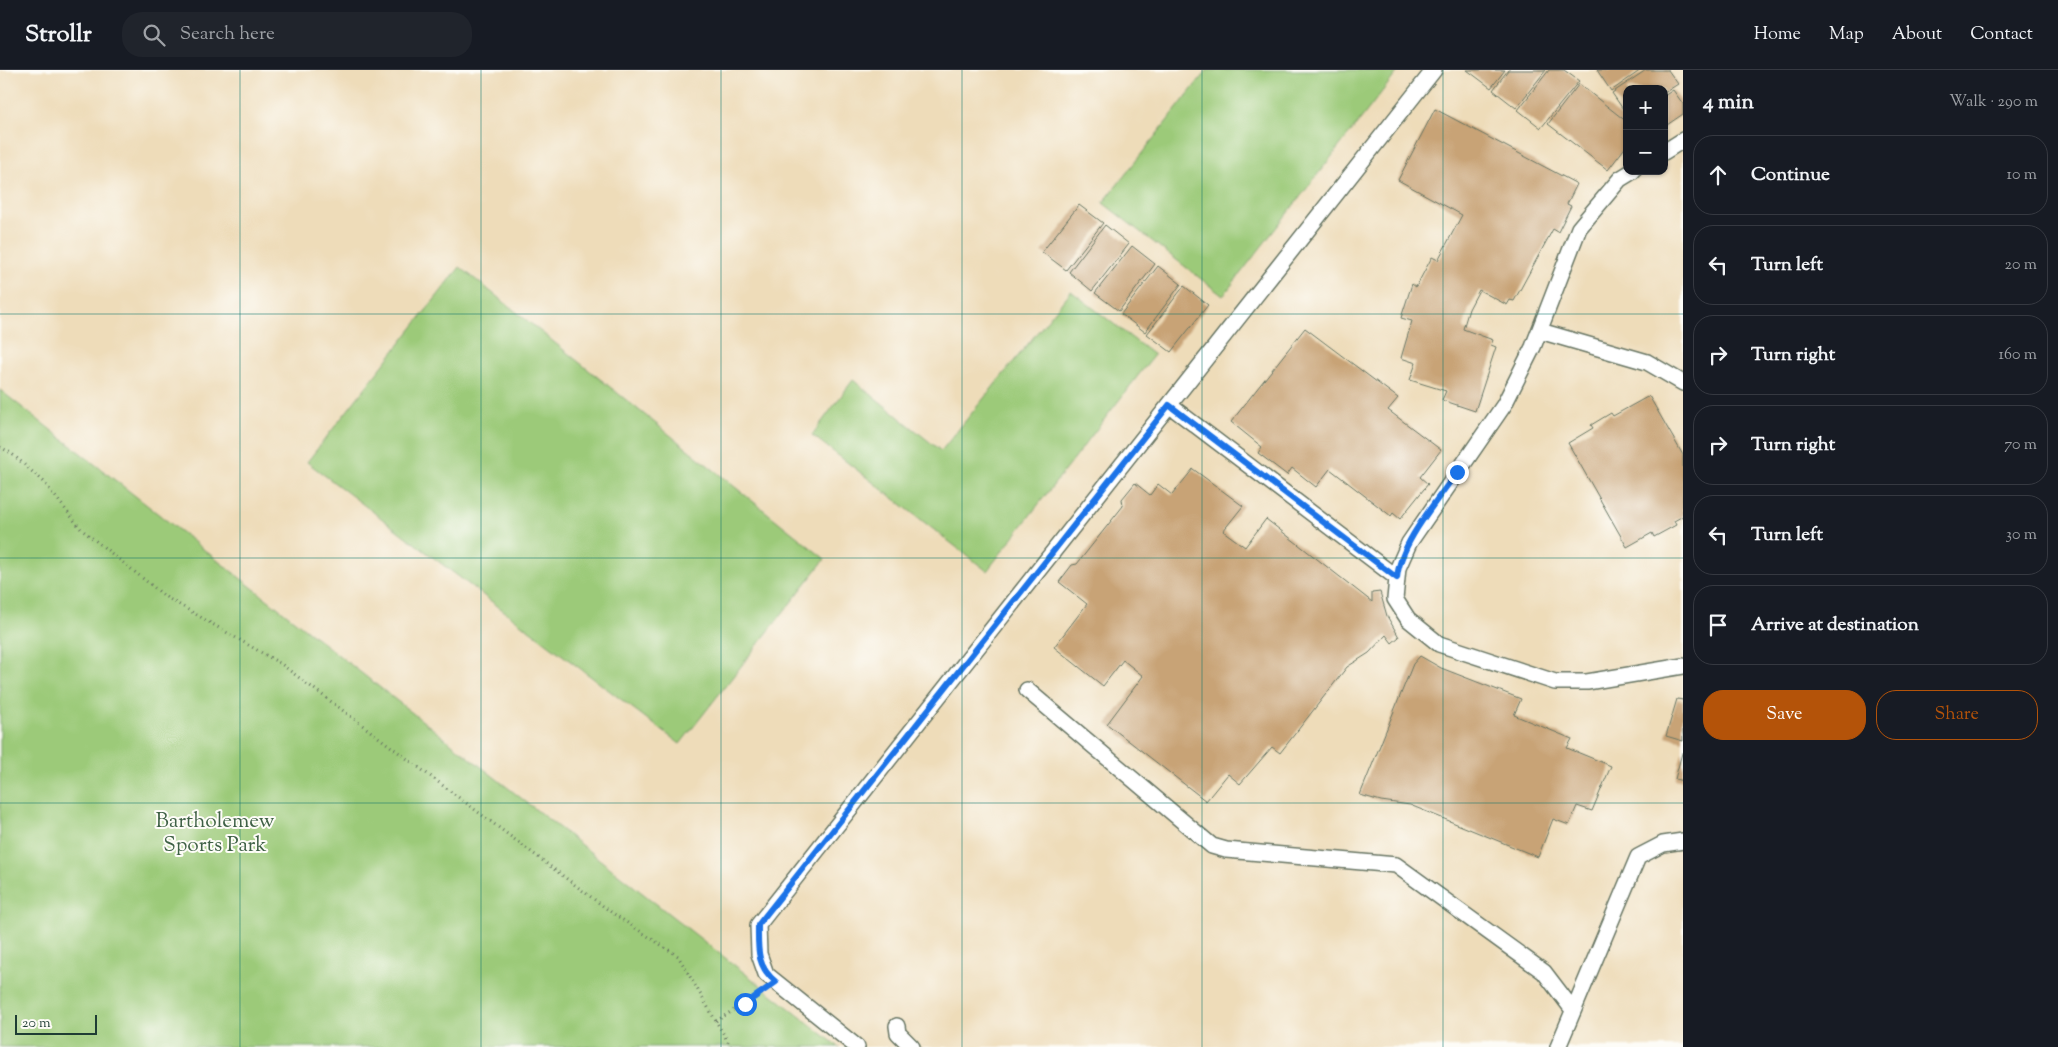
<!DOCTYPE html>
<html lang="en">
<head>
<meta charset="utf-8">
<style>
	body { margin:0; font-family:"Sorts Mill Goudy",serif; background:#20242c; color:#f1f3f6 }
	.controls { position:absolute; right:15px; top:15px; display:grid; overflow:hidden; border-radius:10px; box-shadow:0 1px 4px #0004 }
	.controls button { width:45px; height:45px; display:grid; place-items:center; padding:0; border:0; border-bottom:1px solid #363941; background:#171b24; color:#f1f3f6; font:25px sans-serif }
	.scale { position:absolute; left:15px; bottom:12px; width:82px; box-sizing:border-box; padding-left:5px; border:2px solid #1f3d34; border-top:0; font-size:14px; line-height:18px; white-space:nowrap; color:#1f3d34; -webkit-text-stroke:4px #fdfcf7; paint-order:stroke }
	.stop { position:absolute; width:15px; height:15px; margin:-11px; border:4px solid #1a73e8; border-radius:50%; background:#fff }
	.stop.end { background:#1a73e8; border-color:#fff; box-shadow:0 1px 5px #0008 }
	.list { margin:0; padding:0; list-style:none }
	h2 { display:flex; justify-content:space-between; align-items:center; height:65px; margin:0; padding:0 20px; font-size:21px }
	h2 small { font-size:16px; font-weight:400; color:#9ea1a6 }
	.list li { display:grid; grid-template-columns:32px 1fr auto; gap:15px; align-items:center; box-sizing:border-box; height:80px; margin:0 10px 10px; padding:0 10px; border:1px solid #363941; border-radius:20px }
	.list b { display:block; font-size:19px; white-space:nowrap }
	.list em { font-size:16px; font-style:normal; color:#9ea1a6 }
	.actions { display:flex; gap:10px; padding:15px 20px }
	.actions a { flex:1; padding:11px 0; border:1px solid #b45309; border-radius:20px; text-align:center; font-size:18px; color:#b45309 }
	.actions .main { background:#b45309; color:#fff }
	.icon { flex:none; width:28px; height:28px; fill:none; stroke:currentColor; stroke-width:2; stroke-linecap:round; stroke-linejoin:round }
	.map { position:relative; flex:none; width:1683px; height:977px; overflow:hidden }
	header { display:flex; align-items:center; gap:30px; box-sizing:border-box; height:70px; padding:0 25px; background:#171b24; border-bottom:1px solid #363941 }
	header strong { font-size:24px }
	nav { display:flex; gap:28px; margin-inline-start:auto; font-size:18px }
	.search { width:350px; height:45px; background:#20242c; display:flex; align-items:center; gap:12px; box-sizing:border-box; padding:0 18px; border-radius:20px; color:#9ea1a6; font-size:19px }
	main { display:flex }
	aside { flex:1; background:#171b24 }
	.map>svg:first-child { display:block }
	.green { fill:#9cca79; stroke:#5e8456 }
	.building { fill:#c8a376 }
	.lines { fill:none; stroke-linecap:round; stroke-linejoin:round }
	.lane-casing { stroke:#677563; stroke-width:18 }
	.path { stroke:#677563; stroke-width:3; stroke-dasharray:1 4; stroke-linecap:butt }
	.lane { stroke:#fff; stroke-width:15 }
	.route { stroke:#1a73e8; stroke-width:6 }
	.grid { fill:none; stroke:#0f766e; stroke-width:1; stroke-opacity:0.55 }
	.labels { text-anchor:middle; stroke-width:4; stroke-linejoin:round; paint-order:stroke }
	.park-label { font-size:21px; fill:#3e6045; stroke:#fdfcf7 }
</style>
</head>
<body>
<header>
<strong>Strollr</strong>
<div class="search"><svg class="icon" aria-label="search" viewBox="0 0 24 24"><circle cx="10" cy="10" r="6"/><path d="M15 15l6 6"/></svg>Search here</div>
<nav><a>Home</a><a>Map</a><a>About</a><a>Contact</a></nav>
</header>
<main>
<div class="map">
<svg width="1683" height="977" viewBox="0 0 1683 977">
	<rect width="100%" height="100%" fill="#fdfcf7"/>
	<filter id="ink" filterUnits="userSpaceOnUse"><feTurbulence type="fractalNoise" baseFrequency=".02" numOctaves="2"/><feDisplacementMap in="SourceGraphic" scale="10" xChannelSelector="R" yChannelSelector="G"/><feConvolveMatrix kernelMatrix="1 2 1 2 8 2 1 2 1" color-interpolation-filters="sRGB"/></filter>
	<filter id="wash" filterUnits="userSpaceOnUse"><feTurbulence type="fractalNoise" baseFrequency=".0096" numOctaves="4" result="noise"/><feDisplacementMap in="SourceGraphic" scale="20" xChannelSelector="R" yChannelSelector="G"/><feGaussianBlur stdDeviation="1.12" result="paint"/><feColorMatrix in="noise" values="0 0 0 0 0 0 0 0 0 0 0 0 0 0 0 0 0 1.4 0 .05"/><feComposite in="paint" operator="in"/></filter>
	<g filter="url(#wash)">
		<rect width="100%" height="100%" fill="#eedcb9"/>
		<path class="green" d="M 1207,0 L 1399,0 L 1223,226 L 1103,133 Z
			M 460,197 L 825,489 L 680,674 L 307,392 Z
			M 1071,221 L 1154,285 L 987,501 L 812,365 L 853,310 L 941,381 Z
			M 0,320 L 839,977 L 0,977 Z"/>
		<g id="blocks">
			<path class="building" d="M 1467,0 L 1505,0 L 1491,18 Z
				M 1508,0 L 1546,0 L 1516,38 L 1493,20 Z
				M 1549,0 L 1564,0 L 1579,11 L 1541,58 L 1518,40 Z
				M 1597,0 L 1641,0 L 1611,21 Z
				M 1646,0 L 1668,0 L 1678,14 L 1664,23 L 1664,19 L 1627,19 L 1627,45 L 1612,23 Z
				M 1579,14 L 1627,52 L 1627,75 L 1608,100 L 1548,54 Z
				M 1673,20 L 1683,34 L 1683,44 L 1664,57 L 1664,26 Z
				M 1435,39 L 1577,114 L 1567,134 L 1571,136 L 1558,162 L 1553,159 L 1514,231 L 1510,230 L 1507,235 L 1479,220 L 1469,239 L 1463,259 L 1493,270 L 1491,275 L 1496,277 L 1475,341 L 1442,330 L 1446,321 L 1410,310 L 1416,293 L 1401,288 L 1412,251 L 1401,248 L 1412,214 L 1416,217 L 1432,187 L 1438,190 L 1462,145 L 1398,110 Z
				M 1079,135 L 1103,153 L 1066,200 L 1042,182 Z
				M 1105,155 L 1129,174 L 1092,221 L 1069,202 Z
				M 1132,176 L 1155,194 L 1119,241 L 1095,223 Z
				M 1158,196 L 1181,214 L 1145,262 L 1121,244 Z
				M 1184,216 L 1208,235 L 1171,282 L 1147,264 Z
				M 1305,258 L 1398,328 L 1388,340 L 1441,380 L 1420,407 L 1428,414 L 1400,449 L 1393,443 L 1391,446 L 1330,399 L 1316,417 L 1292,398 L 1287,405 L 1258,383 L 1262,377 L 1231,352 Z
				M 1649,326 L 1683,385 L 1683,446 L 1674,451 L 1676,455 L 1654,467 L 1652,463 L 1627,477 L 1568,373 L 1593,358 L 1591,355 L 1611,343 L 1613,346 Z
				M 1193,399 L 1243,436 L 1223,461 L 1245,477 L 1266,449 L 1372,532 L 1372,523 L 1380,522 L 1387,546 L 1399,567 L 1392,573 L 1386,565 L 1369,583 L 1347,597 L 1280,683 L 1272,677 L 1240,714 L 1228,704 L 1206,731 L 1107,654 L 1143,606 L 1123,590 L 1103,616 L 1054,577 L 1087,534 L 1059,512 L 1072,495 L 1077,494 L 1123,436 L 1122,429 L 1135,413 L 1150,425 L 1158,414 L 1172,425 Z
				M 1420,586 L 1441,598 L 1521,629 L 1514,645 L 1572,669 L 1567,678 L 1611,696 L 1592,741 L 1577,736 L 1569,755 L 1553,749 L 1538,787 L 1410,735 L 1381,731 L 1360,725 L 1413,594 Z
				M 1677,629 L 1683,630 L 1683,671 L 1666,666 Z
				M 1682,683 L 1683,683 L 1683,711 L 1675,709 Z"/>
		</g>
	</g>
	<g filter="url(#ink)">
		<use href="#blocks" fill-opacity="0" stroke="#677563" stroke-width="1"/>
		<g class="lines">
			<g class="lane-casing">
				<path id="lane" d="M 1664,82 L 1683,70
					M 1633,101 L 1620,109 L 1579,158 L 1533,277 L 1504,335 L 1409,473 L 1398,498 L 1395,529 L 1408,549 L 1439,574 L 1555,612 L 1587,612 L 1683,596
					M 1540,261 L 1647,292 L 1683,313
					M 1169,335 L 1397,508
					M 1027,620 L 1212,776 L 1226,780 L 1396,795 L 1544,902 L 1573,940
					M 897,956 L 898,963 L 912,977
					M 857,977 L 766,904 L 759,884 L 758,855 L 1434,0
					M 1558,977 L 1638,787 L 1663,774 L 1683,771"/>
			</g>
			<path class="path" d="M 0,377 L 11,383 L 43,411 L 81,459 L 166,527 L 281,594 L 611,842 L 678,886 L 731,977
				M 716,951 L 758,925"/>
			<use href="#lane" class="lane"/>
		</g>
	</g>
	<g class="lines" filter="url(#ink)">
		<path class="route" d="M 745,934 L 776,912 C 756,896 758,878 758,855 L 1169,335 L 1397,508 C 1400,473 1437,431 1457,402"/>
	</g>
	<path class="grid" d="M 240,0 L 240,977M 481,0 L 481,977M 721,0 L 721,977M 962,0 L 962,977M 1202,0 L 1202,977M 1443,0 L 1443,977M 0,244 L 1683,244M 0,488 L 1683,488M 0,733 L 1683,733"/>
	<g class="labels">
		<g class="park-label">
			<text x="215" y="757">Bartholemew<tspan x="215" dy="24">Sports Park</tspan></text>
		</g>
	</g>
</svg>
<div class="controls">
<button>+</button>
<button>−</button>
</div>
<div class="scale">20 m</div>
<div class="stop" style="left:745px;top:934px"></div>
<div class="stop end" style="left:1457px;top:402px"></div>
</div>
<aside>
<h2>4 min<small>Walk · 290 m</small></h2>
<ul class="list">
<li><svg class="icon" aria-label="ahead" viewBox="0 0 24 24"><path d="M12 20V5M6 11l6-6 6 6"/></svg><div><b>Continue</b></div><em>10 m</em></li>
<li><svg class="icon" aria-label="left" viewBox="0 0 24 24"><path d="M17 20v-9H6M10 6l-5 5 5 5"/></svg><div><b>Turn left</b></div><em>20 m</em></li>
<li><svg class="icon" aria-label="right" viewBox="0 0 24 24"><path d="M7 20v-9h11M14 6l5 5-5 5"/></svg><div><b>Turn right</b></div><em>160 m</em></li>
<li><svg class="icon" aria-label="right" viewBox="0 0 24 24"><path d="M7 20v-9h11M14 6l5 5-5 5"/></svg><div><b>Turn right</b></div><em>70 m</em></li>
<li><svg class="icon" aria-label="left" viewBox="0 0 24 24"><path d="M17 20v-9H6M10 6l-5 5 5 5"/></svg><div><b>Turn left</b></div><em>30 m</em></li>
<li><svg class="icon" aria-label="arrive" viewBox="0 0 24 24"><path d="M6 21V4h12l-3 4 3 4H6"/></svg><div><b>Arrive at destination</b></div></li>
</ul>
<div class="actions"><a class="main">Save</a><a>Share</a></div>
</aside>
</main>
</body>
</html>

* _Instructions for the task_
State how many lines of the material above contain the word "nowrap". Say nothing else.

* _Output below_
2